Over
a period of eight weeks beginning in September of 1997, I sat on a wooden
market bench placed in various places around the city of Montreal which
offered a viewing time frame of transient foot routes as pedestrians
uncovered the work - a subtle (dis)placement of expectation / a visual
intervention into the norm of experience offered without prior explanation
or warning. During these hours I was crocheting an object (memory /
garment / cocoon / body bag). Two colours were used: yellow for the
time that I was working in solitude and alternately purple, which traced
my engagement with the individuals who chose to make contact or establish
a connection with my being (out of context) involved in this activity.
The thread, used traditionally in the making of Jewish religious men's
head-coverings called Kippot or Yarmulkas is extremely fine and
made from pure cotton.
Exploring
the nature of the gestures (physical, politic, economic, affective,
visceral) of the fleshly body/self in the creation of dwelling, I located
my own body; its physicality, its memory(ies), its matter and actions
as a place of evolving and evoking longing and belonging; dwelling in
location and in the (im)material.
One
particular interpretation that has me intrigued is the Judaic notion
of dwelling (from the Hebrew shechinah) that locates home or
shelter as including an understanding of the divine or the ma(r)king
of the ordinary as sacred and refers also to non-material (but possibly
inner and / or corporeal) sites/places that are temporary, shifting
and in a constant yet changing relation with. I have also come across
references from the Greek word ecology as meaning home
in word and concept.
The
places were publicized in part through a classified ad in Le Devoir,
a local Montreal newspaper. The ad simply stated the location and times
of my sitting, with only an image (detail) of my hands crocheting as
a contextualizing agent.
The
following is an excerpt from "Giving Voice: Storytelling, Interdisciplinarity
and Healing" (Concordia University Magazine Vol 23, Number 1,
March 2000).
s(us)taining
Once, while I was sitting barefoot peeling beets in a white dress
on rue Notre Dame marking the arson that had destroyed my home and the
bulk of my life's work, a woman bending low under a full load of grocery
bags made her way slowly across the street and stopped directly in front
of me. Without so much as a hello, she said "I don't know what it is
that you are doing - but let me tell you, I understand it." "But you
know," she continued, "it doesn't matter how fast you peel those beets,
or for how long, you cannot go faster than time." And with the gift
of her words still resonating in my heart, she walked away.
présence
A few years later while sitting barefoot again - this time at the
plaza by the Musée d'art Contemporain - actively crocheting as
part of another durational performative work, an elderly woman with
a deeply lined face and kindly eyes stopped. Unlike in the previous
story, this woman did ask me what I was doing. I responded to her question
by saying that I was crocheting and that I would continue to crochet
five hours a day, every day, for eights weeks in different public settings
around Montreal. I crocheted in yellow when I was alone, and switched
to the colour purple when someone cared to stop. This woman sighed deeply
and began to tell of her life under the Chilean regime of General Pinochet.

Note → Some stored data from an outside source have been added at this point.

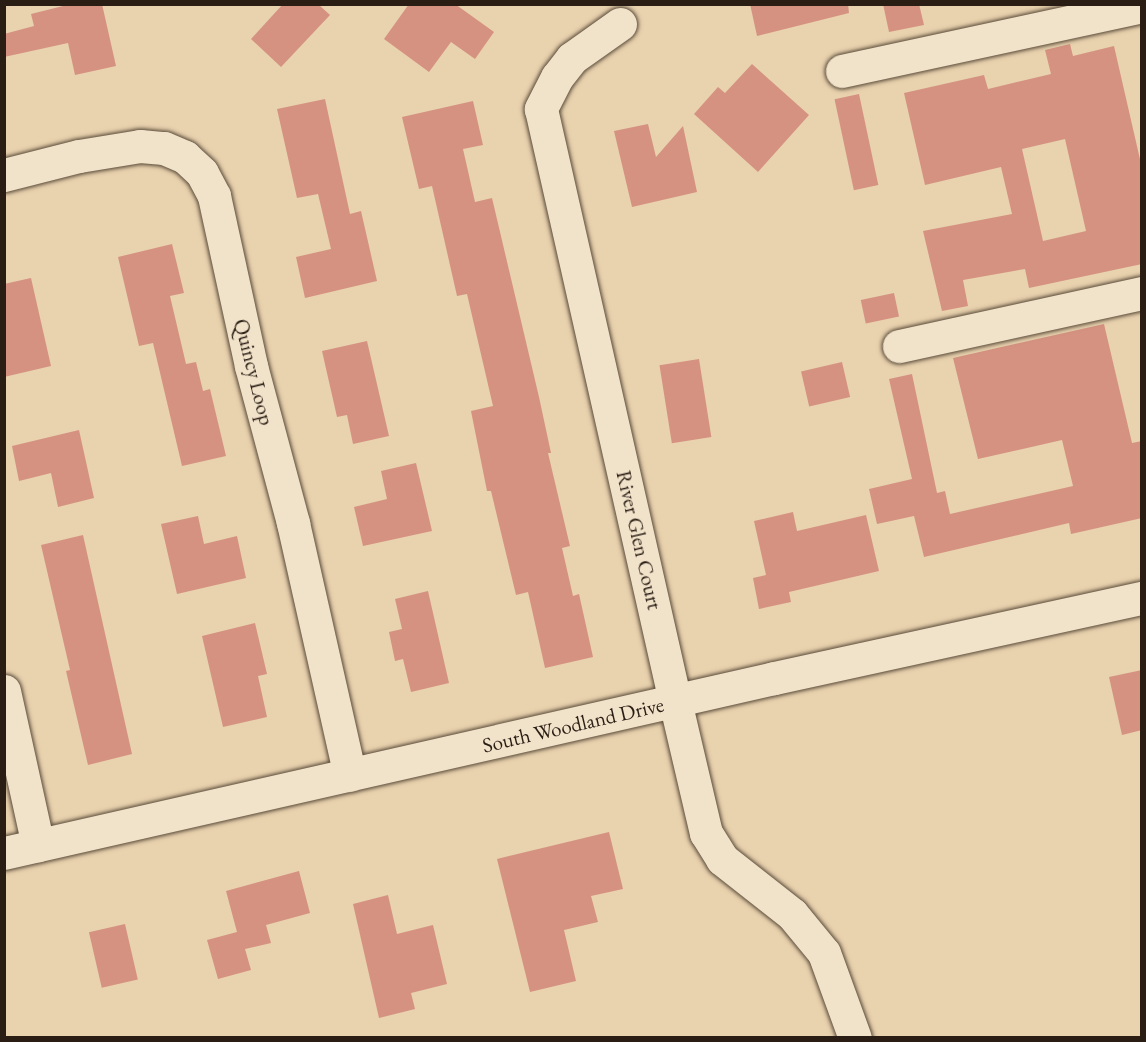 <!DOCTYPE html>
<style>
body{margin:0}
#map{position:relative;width:1146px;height:1042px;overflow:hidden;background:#e9d2ae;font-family:"EB Garamond",serif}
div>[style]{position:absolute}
.building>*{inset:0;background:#d59281;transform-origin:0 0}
.roads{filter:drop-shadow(0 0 2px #5a4b3a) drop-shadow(0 0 2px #5a4b3a)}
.minor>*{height:33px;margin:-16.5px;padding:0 16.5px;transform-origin:16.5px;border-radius:16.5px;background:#f1e2ca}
span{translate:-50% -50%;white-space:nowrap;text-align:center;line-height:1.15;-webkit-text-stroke:5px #f1e2ca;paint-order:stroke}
.street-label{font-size:21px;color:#2a1e14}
.frame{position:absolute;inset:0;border:6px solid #2a1e14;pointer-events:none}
</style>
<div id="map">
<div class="building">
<i style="clip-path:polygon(71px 4px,102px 4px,116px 66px,75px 75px,68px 43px,4px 57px,4px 34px,34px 26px,31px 14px)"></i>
<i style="clip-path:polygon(283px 4px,318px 4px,330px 15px,281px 67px,251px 39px)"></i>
<i style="clip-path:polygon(409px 4px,455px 4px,494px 32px,475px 59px,451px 42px,429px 72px,384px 39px)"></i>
<i style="clip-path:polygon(750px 4px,848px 4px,849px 13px,757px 36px)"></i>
<i style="clip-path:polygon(883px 4px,919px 4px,924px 25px,889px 32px)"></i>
<i style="clip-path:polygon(evenodd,1070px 44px,1073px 56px,1114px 46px,1142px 168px,1142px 264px,1029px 288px,1025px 269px,963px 280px,968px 306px,942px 311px,923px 231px,1012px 214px,1001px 167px,925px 185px,904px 93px,984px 75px,988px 89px,1051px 74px,1045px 50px,1070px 44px,1065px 139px,1086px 231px,1043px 241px,1022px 149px,1065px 139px)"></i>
<i style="clip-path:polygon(752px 64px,809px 115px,758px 172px,694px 114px,718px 87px,725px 93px)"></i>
<i style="left:859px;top:94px;width:93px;height:25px;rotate:78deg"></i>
<i style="clip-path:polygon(325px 99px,350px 214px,361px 211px,377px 281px,305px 298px,296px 257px,331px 249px,318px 194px,297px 198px,277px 109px)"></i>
<i style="clip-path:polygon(473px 101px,483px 145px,463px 149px,475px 202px,492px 198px,539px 397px,551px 453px,548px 453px,570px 546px,562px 548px,573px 596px,579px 594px,593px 657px,545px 668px,528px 592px,516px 595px,491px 491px,487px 491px,471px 411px,493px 406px,467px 294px,457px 296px,432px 186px,419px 189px,402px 117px)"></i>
<i style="clip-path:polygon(648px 124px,656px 157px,683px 126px,697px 192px,632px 207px,614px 131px)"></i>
<i style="clip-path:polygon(172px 244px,184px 293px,170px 296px,186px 364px,196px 362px,203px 391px,210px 389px,226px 456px,182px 466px,153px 343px,139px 346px,118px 257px)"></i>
<i style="clip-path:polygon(31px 278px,51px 366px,4px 377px,4px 284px)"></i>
<i style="left:894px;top:293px;width:24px;height:34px;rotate:78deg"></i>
<i style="clip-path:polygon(1104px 324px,1132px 443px,1142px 441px,1142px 518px,1071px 534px,1069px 523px,924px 557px,914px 516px,877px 524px,869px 489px,912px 479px,889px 379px,912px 374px,937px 493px,945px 491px,950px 514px,1073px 486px,1062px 440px,978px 459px,953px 358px)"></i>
<i style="clip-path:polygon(367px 341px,389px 436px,353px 444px,347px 415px,337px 417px,322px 351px)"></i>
<i style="left:699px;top:359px;width:79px;height:40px;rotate:81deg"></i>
<i style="left:842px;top:362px;width:36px;height:42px;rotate:77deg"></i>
<i style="clip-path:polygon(79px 430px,94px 498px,58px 507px,51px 473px,19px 481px,12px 446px)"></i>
<i style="clip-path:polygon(416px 463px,432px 531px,363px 546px,354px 507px,387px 499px,381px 471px)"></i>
<i style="clip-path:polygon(793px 512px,797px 531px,866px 515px,879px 571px,789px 592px,791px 602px,759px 609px,753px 578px,766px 575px,754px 521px)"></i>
<i style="clip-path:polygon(198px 516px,204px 544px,237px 536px,246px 578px,177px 594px,161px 524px)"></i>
<i style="clip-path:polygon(83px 535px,132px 754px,88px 765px,66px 671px,70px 670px,41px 545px)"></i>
<i style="clip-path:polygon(428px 591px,449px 683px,411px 692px,403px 659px,395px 661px,389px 632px,402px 629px,395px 599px)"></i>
<i style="clip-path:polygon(255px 623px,267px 674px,258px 676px,267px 717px,223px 727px,202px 636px)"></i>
<i style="clip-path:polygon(1142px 670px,1142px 730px,1122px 735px,1109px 677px)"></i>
<i style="clip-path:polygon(609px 832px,623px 889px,591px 896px,598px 922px,564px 930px,576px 981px,530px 992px,497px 859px)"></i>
<i style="clip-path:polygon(299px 871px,310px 913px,266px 925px,271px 943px,245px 949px,251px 970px,218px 979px,207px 940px,237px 932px,226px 891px)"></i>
<i style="clip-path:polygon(388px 895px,397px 934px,433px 925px,447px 984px,411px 993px,415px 1009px,379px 1018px,353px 904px)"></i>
<i style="left:125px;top:924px;width:57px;height:37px;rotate:77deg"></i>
</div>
<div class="roads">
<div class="minor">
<i style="left:620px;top:24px;width:59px;rotate:144.7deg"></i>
<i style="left:572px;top:58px;width:24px;rotate:128deg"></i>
<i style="left:557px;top:77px;width:36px;rotate:117deg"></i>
<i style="left:541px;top:109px;width:607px;rotate:77.25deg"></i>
<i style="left:675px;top:701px;width:136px;rotate:76.8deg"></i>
<i style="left:706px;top:833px;width:31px;rotate:58deg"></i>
<i style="left:722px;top:859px;width:89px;rotate:38.2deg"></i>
<i style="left:792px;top:914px;width:50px;rotate:50.6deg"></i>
<i style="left:824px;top:953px;width:90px;rotate:70deg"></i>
<i style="left:842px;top:71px;width:307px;rotate:-12.2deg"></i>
<i style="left:4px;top:175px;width:77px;rotate:-14.2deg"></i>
<i style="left:79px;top:156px;width:62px;rotate:-9.3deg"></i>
<i style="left:140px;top:146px;width:24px;rotate:5deg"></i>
<i style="left:164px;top:148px;width:23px;rotate:23deg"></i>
<i style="left:185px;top:157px;width:23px;rotate:43deg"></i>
<i style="left:202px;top:173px;width:26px;rotate:62deg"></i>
<i style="left:214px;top:196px;width:174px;rotate:77.7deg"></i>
<i style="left:251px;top:366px;width:163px;rotate:75deg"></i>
<i style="left:293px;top:523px;width:258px;rotate:77.3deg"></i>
<i style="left:899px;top:346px;width:249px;rotate:-12.3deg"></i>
<i style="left:4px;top:691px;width:158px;rotate:77.6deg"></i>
<i style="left:4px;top:853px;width:790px;rotate:-12.8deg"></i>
<i style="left:774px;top:678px;width:377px;rotate:-12.3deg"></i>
</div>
</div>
<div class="street-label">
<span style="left:254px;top:372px;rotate:76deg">Quincy Loop</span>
<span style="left:639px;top:540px;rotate:77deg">River Glen Court</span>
<span style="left:573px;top:725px;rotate:-13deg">South Woodland Drive</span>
</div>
<div class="frame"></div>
</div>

She spoke of how her family was scattered and how her memories still
held pain and sorrow. She spoke for nearly an hour, addressing her words
as much to herself, as to me. All the while, I was crocheting continuous
circular rows in purple. When she came to the end of her expression,
her eyes welled up with tears and with a voice full of all that she
was feeling, said "I am so pleased that you changed to purple when I
came to speak with you, because I deserve to be in someone's story."